In a study published in the Journal of Occupational and Environmental Medicine, more than 3200 workers were evaluated over a 10-year period to measure the effects of shift work (working nights) on cognitive function, productivity and safety. (1)

The study suggested that shift work and chronic jet lag disturb the natural circadian rhythms, which is associated with a variety of health and social problems. Ulcers, cardiovascular issues, breast cancer, metabolic syndrome and reproductive difficulties have been linked to shift work, along with a decrease in safety and productivity. (1)

According to the study, shift work can significantly alter brain function, causing impaired memory, slower thought process and loss of productivity. The negative effect on safety at work has had a profound effect on all of us. (1)

Safety accidents such as Chernobyl, the nuclear meltdown at Three Mile Island, and the Exxon Valdez oil spill were in part caused by operator error due to excessive shift work. According to the Federal Motor Safety Carrier Administration, there are 750 deaths and 20,000 accidents a year due to overtired commercial vehicle drivers.

They also found that the effect of shift work is difficult to shake! If shift work is performed for 10 years, it takes a whopping 5 years to recover and return to normal brain function. When workers alternate their schedules as recommended to offset the dangers of shift work, the study suggests that it only makes the effects worse. (1)

Gene-Deep Stress

Excessive lifestyle stress, such as shift work, has been shown to block the body’s ability to actually listen to its genetic signals. (2) Sleep signals, as well as other health-related signals, are commonly overruled or not heard by the body as a result of excessive stress. Let’s call this mechanism “gene noise.”

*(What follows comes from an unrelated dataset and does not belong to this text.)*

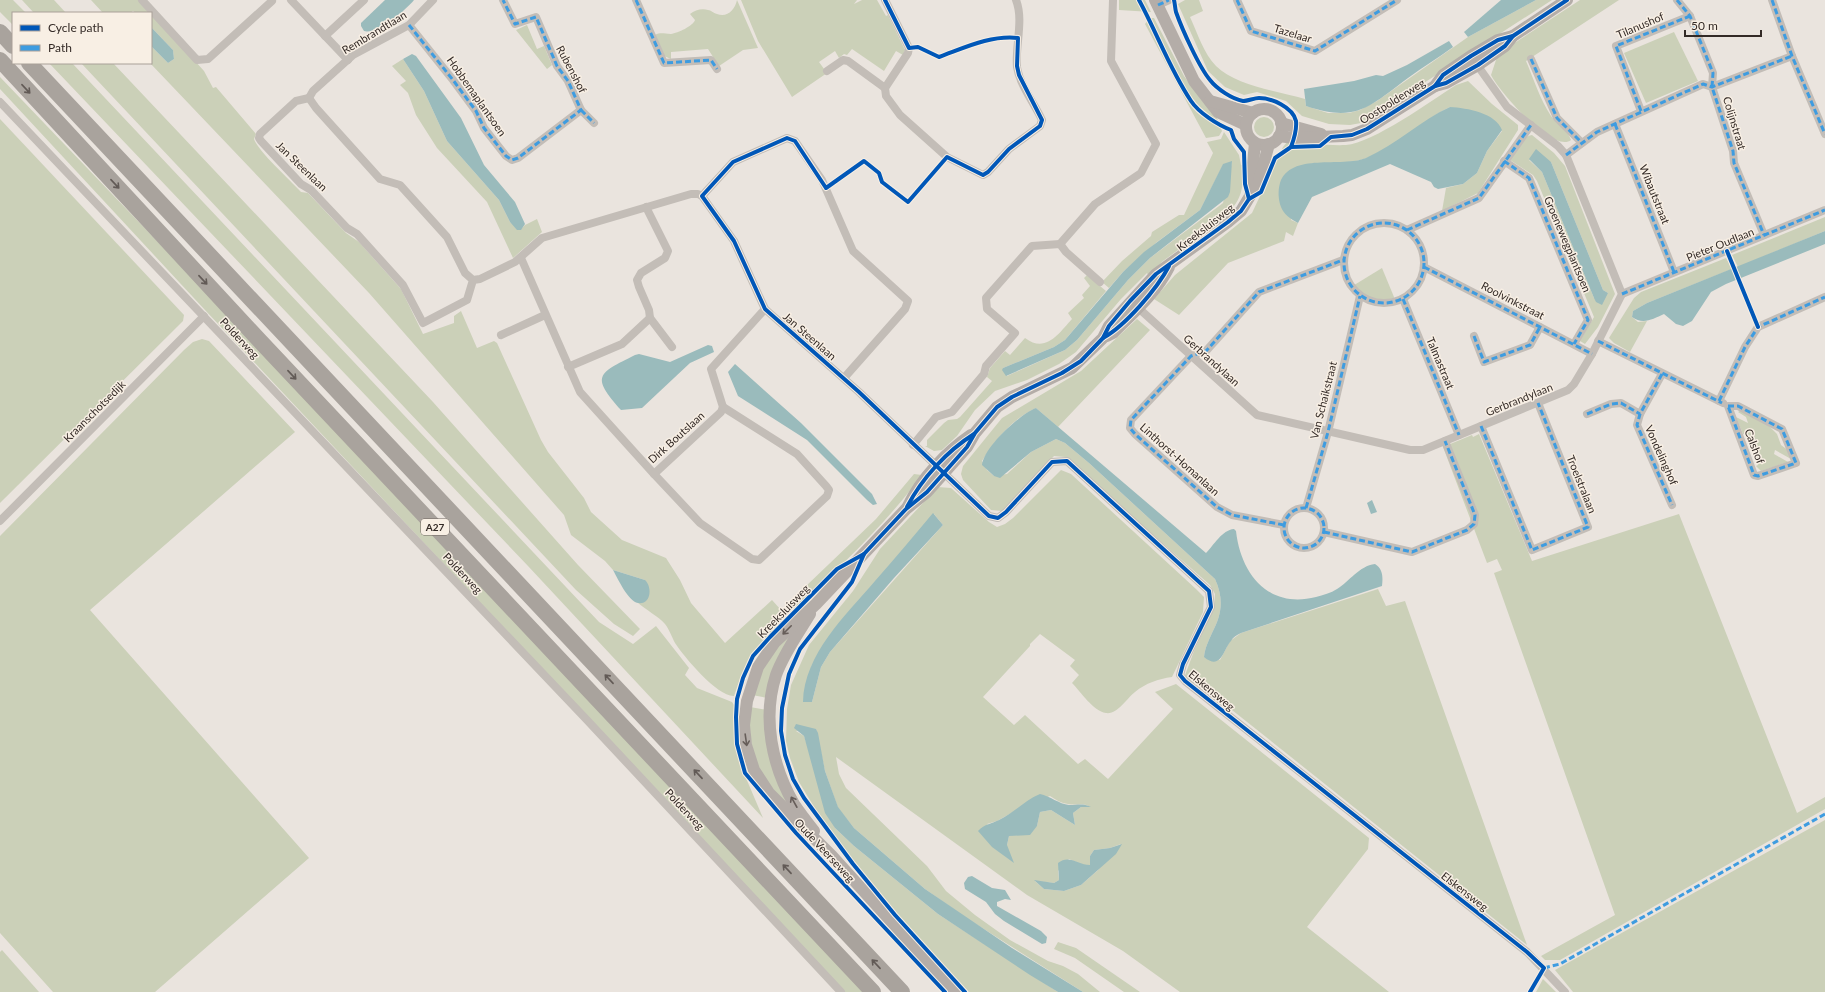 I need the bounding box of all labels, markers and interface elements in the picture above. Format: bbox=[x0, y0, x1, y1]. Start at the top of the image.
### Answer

Stress is perhaps the most well-documented mechanism linked to accelerated degeneration of the body. Today, the impact of stress is linked to poor gene expression. Gene expression refers to how your genetic makeup shows through in your health, personality or character traits. The newest research is suggesting that stressful behavior is passed on through generations. Learn more in my article, “How Stress is Carried for Generations.” Such gene noise that can interfere with circadian rhythms may be most evident in the chronic disturbance in sleep cycles that plagues the western world.

Adaptogenic Relief

Adaptogens are a class of herbs that are designed to help mitigate the woes of stress on the body. These herbs, instead of stimulating or sedating the body from a stressor, help to rebuild energy reserves, rejuvenate the body and help the body cope with stress naturally. Perhaps the most well-documented and well-studied adaptogenic herb is the Ayurvedic herb, Ashwagandha (withania somnifera). (3) Used for energy, stamina, immunity, longevity, sleep and much more, it seems to be best known for its ability to help reconnect the body back to its natural rhythms. (3) Reconnecting the body back into sync with its natural rhythms may help reduce gene noise, and perhaps mitigate shift work and help the body stay healthy longer. Ashwagandha may support greater energy and stamina in the morning and, if taken before bed, support healthy sleep cycles. The sign of a true and deep rejuvenating adaptogen: if it can give energy when taken in the morning and support sleep when taken before bed, acting as neither a stimulant nor sedative.

Swim Downstream

In Ayurveda, much emphasis is put on living a lifestyle that is in sync with the natural cycles. Shift work puts a significant strain on the nervous system to adapt to a lifestyle against the grain of nature’s rhythms. There are hormonal cycles that wax and wane throughout the day that allow us to eat, sleep, energize and tire – all according to our connection to the natural cycles. Living in tune with these cycles allows us to swim downstream with the current. Learn how to flow with these cycles in my article and video, “Live with the Natural Cycles.”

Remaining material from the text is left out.